### PROBLEM STATEMENT
Pictures are to be left out, and every entry repeated exactly.

===== INPUT RECORDS =====

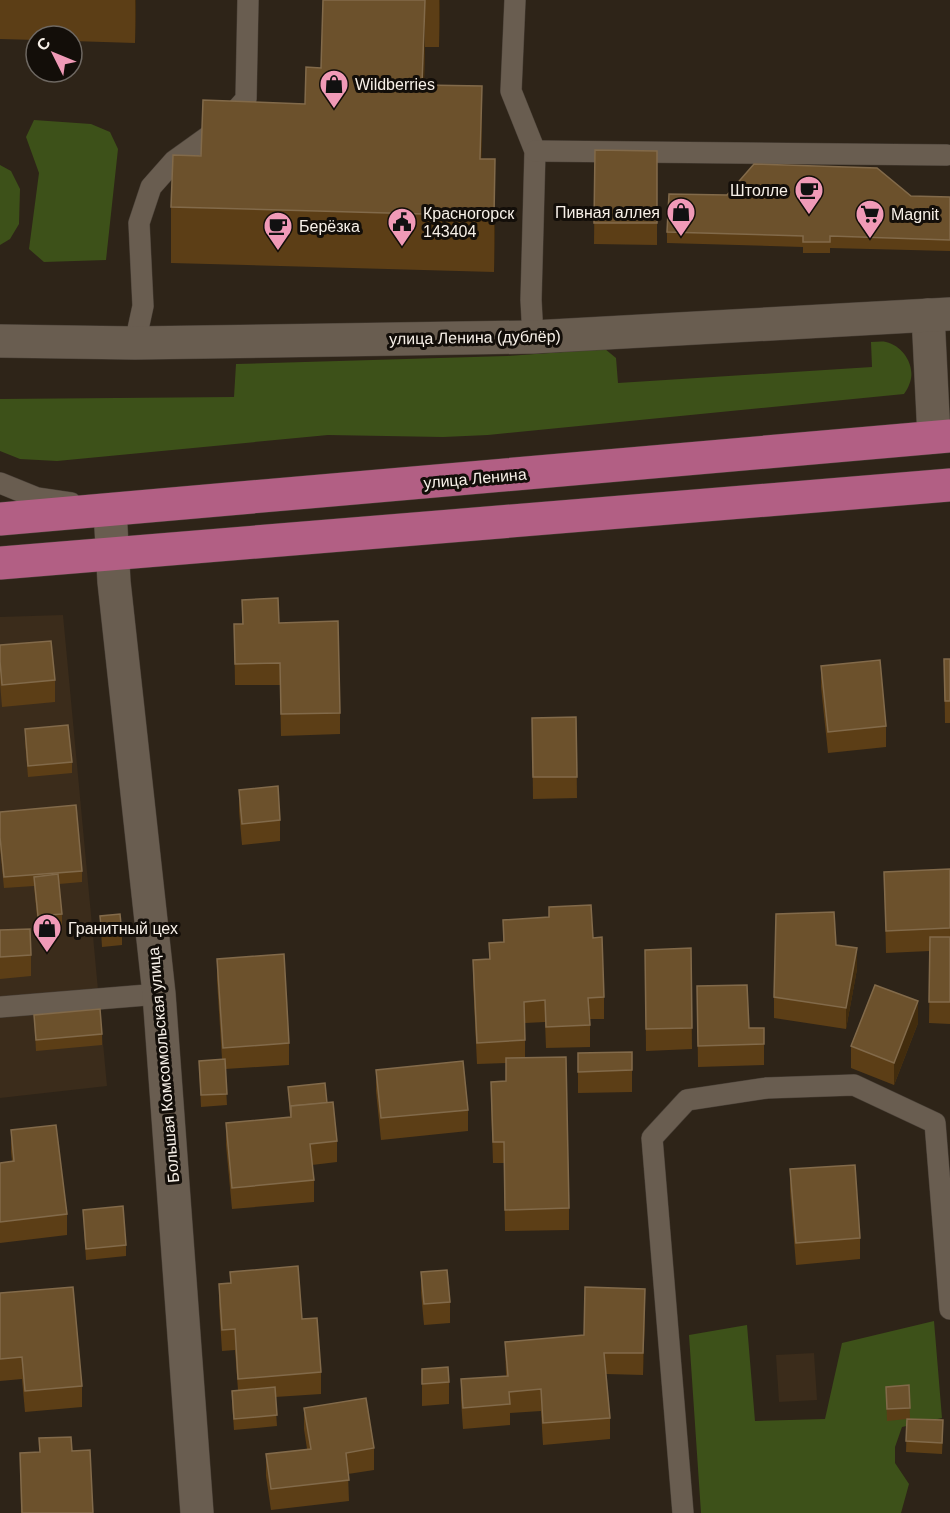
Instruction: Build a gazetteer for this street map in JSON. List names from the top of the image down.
{
  "streets": {
    "main road": ["улица Ленина"],
    "street": ["улица Ленина (дублёр)", "Большая Комсомольская улица"]
  },
  "crossings": [
    ["улица Ленина", "Большая Комсомольская улица"]
  ],
  "places": {
    "shop": ["Wildberries", "Пивная аллея", "Гранитный цех"],
    "cafe": ["Штолле", "Берёзка"],
    "supermarket": ["Magnit"],
    "public building": ["Красногорск 143404"]
  },
  "north": "top left"
}
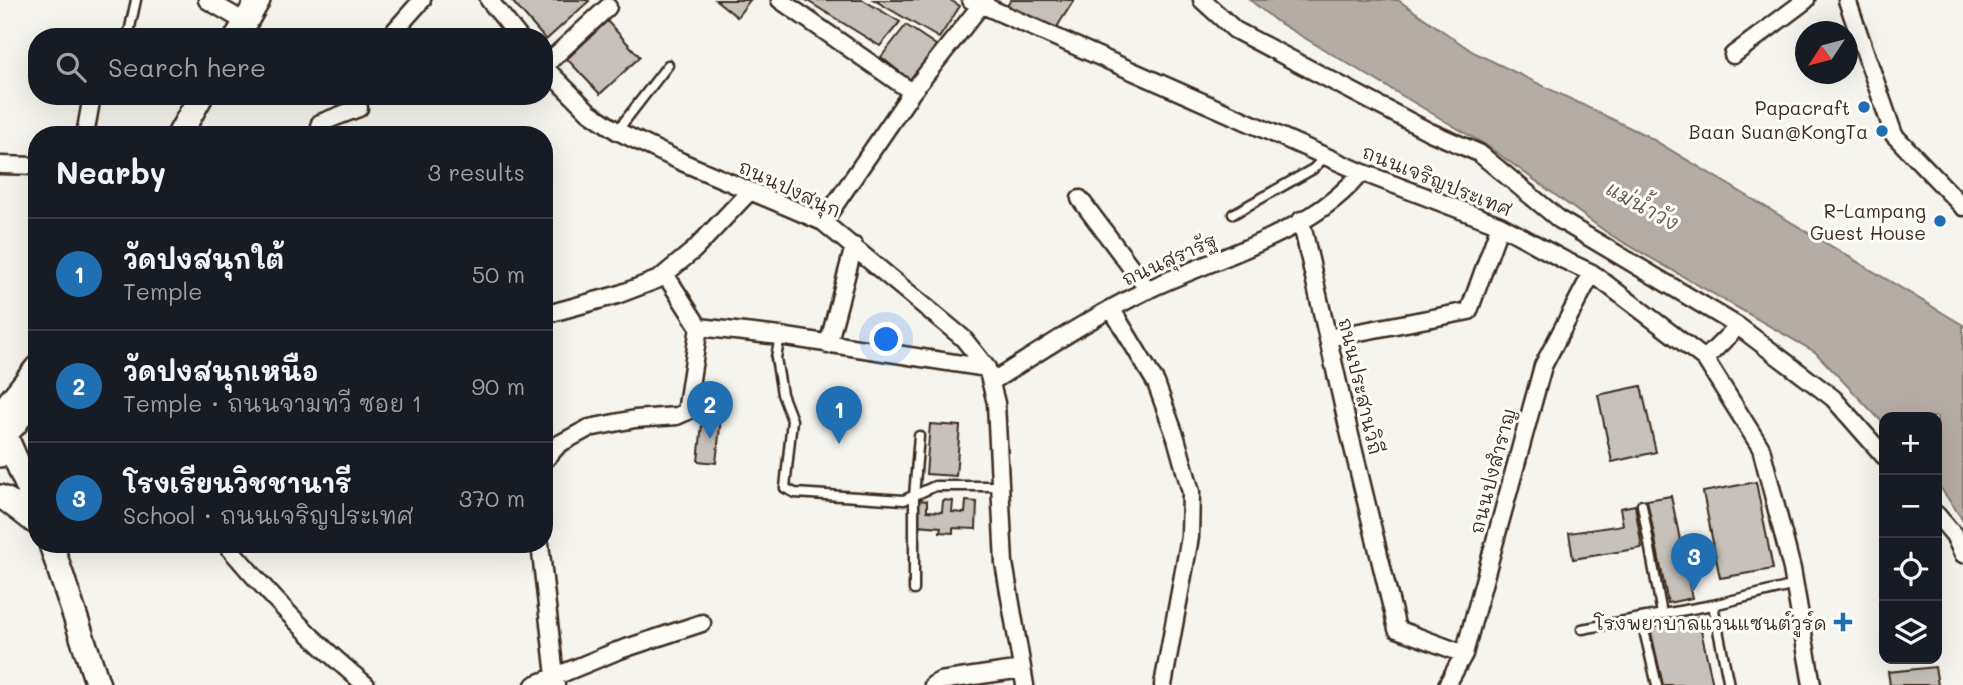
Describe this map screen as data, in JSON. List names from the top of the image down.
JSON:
{
  "streets": {
    "street": [
      "ถนนเจริญประเทศ",
      "ถนนปงสนุก",
      "ถนนสุรารัฐ",
      "ถนนประสานวิถี",
      "ถนนปงสำราญ"
    ]
  },
  "crossings": [
    ["ถนนเจริญประเทศ", "ถนนสุรารัฐ"],
    ["ถนนเจริญประเทศ", "ถนนปงสำราญ"],
    ["ถนนปงสนุก", "ถนนสุรารัฐ"],
    ["ถนนสุรารัฐ", "ถนนประสานวิถี"],
    ["ถนนประสานวิถี", "ถนนปงสำราญ"]
  ],
  "water": ["แม่น้ำวัง"],
  "places": {
    "other": ["Papacraft", "Baan Suan@KongTa", "R-Lampang Guest House"],
    "health": ["โรงพยาบาลแวนแซนต์วูร์ด"]
  },
  "north": "bottom left",
  "page": {
    "search": "Search here",
    "heading": ["Nearby", "3 results"],
    "list": [
      {
        "mark": "1",
        "name": "วัดปงสนุกใต้",
        "note": "Temple",
        "value": "50 m"
      },
      {
        "mark": "2",
        "name": "วัดปงสนุกเหนือ",
        "note": "Temple · ถนนจามทวี ซอย 1",
        "value": "90 m"
      },
      {
        "mark": "3",
        "name": "โรงเรียนวิชชานารี",
        "note": "School · ถนนเจริญประเทศ",
        "value": "370 m"
      }
    ],
    "pins": ["2", "1", "3"],
    "map_buttons": ["+", "−"]
  }
}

=====

### TASK SOLUTION
Instruction: Build a gazetteer for this street map in JSON. List names from the top of the image down.
{
  "streets": {
    "main road": ["улица Ленина"],
    "street": ["улица Ленина (дублёр)", "Большая Комсомольская улица"]
  },
  "crossings": [
    ["улица Ленина", "Большая Комсомольская улица"]
  ],
  "places": {
    "shop": ["Wildberries", "Пивная аллея", "Гранитный цех"],
    "cafe": ["Штолле", "Берёзка"],
    "supermarket": ["Magnit"],
    "public building": ["Красногорск 143404"]
  },
  "north": "top left"
}
Describe this map screen as data, in JSON. List names from the top of the image down.
JSON:
{
  "streets": {
    "street": [
      "ถนนเจริญประเทศ",
      "ถนนปงสนุก",
      "ถนนสุรารัฐ",
      "ถนนประสานวิถี",
      "ถนนปงสำราญ"
    ]
  },
  "crossings": [
    ["ถนนเจริญประเทศ", "ถนนสุรารัฐ"],
    ["ถนนเจริญประเทศ", "ถนนปงสำราญ"],
    ["ถนนปงสนุก", "ถนนสุรารัฐ"],
    ["ถนนสุรารัฐ", "ถนนประสานวิถี"],
    ["ถนนประสานวิถี", "ถนนปงสำราญ"]
  ],
  "water": ["แม่น้ำวัง"],
  "places": {
    "other": ["Papacraft", "Baan Suan@KongTa", "R-Lampang Guest House"],
    "health": ["โรงพยาบาลแวนแซนต์วูร์ด"]
  },
  "north": "bottom left",
  "page": {
    "search": "Search here",
    "heading": ["Nearby", "3 results"],
    "list": [
      {
        "mark": "1",
        "name": "วัดปงสนุกใต้",
        "note": "Temple",
        "value": "50 m"
      },
      {
        "mark": "2",
        "name": "วัดปงสนุกเหนือ",
        "note": "Temple · ถนนจามทวี ซอย 1",
        "value": "90 m"
      },
      {
        "mark": "3",
        "name": "โรงเรียนวิชชานารี",
        "note": "School · ถนนเจริญประเทศ",
        "value": "370 m"
      }
    ],
    "pins": ["2", "1", "3"],
    "map_buttons": ["+", "−"]
  }
}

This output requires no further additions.